OBJECTIVES: To demonstrate the use of optical coherence tomography (OCT) for imaging of the cavernous nerve (CN) and periprostatic tissues. The rates of nerve preservation and postoperative potency after radical prostatectomy might improve with better identification of the CN using emerging intraoperative imaging modalities. OCT is an imaging modality that allows for real-time, high-resolution, cross-sectional imaging of tissues. METHODS: Seven male Sprague-Dawley rats underwent surgery using a midline celiotomy to expose the bladder, prostate, and seminal vesicles. The CNs and major pelvic ganglion were identified. Visual identification of the CN was further confirmed by electrical stimulation with simultaneous intracorporeal pressure measurements. OCT images of the CN, major pelvic ganglion, bladder, prostate, and seminal vesicles were acquired and correlated directly with the histologic findings. Once a baseline technique for the scanning and interpretation of the acquired images was established using the rat model, OCT was used to image ex vivo human prostatectomy specimens. RESULTS: OCT provided unique imaging characteristics, differentiating the CN from the bladder, prostate, seminal vesicles, and periprostatic fat. OCT images of the CN and prostate correlated well with the histologic findings. OCT of ex vivo human prostatectomy specimens revealed findings similar to those with the rat experiments, with, however, less dramatic architecture visualized in part because of the thicker capsule and more dense stroma of human prostates. CONCLUSIONS: The results of our study have shown that OCT provides real-time, high-resolution imaging of the CN in the rat model with excellent correlation to the histologic findings. This study provides a basis for the intraoperative use of this emerging technology during nerve-sparing prostatectomy.

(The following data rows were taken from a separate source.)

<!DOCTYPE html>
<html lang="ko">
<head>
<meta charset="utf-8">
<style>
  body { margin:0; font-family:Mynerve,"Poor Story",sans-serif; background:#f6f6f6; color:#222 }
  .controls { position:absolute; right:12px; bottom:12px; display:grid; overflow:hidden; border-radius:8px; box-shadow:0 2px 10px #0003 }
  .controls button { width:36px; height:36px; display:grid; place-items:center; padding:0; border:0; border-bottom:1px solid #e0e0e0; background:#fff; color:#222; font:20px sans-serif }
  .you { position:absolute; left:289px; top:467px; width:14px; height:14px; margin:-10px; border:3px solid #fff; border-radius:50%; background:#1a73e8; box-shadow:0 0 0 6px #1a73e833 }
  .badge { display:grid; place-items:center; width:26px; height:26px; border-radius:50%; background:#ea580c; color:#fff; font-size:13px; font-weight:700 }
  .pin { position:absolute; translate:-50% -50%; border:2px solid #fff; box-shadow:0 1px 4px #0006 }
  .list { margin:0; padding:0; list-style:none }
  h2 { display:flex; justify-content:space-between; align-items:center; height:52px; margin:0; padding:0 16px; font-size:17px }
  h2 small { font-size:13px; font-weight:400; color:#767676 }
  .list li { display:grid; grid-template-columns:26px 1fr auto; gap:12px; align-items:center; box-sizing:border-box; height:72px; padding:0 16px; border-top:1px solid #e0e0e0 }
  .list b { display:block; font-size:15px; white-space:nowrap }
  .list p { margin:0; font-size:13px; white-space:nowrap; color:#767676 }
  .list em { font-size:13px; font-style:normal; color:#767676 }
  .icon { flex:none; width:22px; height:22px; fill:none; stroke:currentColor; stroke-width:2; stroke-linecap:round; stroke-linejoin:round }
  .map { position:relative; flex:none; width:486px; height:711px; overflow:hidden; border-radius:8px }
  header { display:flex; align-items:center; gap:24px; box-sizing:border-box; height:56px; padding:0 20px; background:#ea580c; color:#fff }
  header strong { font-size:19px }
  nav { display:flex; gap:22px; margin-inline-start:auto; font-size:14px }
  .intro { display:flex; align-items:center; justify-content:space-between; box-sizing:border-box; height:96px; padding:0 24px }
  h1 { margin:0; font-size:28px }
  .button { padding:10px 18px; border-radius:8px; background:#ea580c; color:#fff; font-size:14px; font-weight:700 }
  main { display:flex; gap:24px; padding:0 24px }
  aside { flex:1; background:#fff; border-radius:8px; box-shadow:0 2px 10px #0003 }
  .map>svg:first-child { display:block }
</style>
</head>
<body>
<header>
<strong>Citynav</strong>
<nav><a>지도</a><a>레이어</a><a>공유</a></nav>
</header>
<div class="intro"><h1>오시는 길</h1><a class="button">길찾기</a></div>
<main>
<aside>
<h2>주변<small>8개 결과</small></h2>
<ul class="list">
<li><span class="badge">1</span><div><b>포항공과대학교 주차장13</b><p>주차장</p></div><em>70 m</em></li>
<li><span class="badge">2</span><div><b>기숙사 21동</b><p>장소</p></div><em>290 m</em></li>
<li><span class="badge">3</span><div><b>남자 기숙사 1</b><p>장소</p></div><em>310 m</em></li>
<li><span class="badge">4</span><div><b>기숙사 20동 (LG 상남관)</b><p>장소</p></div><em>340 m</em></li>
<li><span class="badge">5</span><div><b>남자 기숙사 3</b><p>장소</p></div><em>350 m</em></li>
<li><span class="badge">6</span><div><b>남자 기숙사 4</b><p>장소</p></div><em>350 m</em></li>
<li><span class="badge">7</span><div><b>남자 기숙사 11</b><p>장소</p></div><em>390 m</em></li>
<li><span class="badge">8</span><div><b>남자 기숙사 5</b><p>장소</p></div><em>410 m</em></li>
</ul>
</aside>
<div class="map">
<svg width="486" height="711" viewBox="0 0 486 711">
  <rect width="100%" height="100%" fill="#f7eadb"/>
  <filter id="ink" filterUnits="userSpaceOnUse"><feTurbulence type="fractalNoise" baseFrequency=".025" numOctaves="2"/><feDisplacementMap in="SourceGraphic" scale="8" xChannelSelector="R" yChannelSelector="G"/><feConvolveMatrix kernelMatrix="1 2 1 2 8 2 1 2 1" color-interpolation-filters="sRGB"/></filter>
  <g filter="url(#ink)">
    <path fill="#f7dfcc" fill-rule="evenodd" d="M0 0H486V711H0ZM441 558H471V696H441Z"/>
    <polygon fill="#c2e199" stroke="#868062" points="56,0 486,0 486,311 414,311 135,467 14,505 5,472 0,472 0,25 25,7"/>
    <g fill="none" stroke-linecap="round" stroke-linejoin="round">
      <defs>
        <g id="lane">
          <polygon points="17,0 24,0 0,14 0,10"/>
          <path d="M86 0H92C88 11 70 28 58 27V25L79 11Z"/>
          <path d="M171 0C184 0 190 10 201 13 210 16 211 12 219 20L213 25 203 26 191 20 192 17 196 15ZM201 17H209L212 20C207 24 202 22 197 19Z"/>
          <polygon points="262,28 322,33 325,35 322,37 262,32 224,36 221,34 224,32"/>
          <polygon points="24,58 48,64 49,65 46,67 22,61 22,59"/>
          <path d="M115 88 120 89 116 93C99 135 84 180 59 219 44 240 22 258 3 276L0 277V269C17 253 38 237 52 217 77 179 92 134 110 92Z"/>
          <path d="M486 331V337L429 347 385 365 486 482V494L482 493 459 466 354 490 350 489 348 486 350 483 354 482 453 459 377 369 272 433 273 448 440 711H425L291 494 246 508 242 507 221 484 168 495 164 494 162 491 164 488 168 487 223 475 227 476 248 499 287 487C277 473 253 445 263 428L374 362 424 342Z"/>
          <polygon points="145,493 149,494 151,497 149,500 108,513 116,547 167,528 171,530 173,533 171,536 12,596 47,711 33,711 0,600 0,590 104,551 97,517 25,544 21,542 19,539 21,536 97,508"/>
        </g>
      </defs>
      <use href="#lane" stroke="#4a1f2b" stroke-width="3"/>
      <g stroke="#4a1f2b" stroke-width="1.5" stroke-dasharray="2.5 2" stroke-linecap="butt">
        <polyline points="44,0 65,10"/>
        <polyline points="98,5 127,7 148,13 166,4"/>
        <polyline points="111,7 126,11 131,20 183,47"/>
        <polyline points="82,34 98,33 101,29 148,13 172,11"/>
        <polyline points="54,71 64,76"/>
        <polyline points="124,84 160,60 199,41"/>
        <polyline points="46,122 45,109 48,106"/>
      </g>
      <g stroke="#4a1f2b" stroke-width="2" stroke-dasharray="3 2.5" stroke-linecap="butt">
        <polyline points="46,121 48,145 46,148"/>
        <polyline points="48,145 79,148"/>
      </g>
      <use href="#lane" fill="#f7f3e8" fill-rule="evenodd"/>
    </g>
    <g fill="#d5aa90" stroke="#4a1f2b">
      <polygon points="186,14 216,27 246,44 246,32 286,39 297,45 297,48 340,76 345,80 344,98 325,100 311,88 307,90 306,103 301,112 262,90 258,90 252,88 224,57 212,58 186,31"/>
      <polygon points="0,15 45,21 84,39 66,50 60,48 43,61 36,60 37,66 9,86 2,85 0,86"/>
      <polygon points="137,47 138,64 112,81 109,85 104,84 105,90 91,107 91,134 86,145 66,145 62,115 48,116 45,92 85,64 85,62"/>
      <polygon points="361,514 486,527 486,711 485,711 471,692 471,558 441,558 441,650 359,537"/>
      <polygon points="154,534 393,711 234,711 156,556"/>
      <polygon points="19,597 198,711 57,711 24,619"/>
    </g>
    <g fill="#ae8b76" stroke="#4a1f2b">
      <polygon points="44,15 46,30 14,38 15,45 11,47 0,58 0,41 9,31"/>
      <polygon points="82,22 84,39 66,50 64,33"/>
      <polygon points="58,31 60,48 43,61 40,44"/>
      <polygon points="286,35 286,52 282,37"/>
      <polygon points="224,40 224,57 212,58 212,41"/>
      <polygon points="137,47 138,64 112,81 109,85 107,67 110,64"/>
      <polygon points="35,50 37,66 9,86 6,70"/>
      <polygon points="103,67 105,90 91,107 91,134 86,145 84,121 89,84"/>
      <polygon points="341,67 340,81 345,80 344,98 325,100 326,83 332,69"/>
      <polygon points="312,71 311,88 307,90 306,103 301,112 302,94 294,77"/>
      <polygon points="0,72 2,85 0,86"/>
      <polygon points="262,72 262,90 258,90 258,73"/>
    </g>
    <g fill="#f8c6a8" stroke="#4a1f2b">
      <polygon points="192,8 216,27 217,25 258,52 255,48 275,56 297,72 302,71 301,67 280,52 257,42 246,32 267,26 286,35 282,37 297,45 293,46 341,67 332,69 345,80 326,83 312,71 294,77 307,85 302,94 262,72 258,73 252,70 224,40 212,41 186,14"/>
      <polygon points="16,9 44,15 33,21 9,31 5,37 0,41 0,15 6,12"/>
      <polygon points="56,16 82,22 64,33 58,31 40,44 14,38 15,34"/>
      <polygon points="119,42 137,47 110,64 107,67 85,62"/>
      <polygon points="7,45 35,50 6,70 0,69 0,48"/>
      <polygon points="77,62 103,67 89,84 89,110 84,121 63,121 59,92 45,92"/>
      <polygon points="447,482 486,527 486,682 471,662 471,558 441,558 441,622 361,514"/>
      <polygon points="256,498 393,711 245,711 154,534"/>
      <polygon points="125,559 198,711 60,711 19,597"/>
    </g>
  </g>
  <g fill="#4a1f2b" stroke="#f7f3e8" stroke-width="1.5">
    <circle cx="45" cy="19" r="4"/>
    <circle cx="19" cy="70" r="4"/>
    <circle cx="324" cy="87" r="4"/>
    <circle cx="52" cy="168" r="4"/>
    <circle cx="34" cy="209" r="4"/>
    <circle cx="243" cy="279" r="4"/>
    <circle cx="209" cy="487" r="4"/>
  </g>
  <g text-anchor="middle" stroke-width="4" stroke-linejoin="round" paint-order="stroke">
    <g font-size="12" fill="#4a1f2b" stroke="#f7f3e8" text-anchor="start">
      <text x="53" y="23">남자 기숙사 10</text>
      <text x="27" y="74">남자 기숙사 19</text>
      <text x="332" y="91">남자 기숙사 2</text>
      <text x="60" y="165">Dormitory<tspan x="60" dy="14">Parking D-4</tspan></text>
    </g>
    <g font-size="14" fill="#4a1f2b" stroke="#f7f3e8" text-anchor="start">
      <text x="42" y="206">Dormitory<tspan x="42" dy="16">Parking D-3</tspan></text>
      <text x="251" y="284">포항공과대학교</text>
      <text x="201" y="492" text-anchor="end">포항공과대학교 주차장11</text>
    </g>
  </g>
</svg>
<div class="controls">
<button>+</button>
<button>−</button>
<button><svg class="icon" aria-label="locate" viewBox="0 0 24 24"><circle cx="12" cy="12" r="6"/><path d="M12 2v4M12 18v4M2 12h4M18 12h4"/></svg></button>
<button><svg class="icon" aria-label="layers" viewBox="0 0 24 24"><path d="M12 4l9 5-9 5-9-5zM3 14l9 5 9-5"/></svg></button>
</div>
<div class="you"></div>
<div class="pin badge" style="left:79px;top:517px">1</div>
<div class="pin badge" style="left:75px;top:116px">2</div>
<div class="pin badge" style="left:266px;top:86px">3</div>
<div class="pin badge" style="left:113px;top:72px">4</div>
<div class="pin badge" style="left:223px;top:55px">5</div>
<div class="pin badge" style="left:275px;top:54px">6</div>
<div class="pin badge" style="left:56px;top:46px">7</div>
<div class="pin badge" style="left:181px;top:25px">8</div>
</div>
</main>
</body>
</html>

Imaging the cavernous nerves in the rat prostate using optical coherence tomography.

INTRODUCTION: Improvements in identification, imaging, and visualization of the cavernous nerves (CNs) during radical prostatectomy, which are responsible for erectile function, may improve nerve preservation and post-operative potency. Optical coherence tomography (OCT) is capable of real-time, high-resolution, cross-sectional, in vivo tissue imaging. The rat prostate serves as an excellent model for studying the use of OCT for imaging the CNs, as the rat CN is a large, visible, and distinct bundle allowing for easy identification with OCT in addition to histologic confirmation. MATERIALS AND METHODS: Imaging was performed with the Niris OCT system and a handheld 8 Fr probe, capable of acquiring real-time images with 11-microm axial and 25-microm lateral resolution in tissue. Open surgical exposure of the prostate was performed on a total of six male rats, and OCT images of the prostate, CN, pelvic plexus ganglion, seminal vesicle, blood vessels, and periprostatic fat were acquired. CN electrical stimulation with simultaneous intracorporeal pressure measurements was performed to confirm proper identification of the CNs. The prostate and CNs were also processed for histologic analysis and further confirmation. RESULTS: Cross-sectional and longitudinal OCT images of the CNs were acquired and compared with histologic sections. The CN and ganglion could be differentiated from the surrounding prostate gland, seminal vesicle, blood vessels, bladder, and fatty tissue. CONCLUSIONS: We report preliminary results of OCT images of the rat CNs with histologic correlation and erectile stimulation measurements, thus providing interpretation of prostate structures as they appear in OCT images.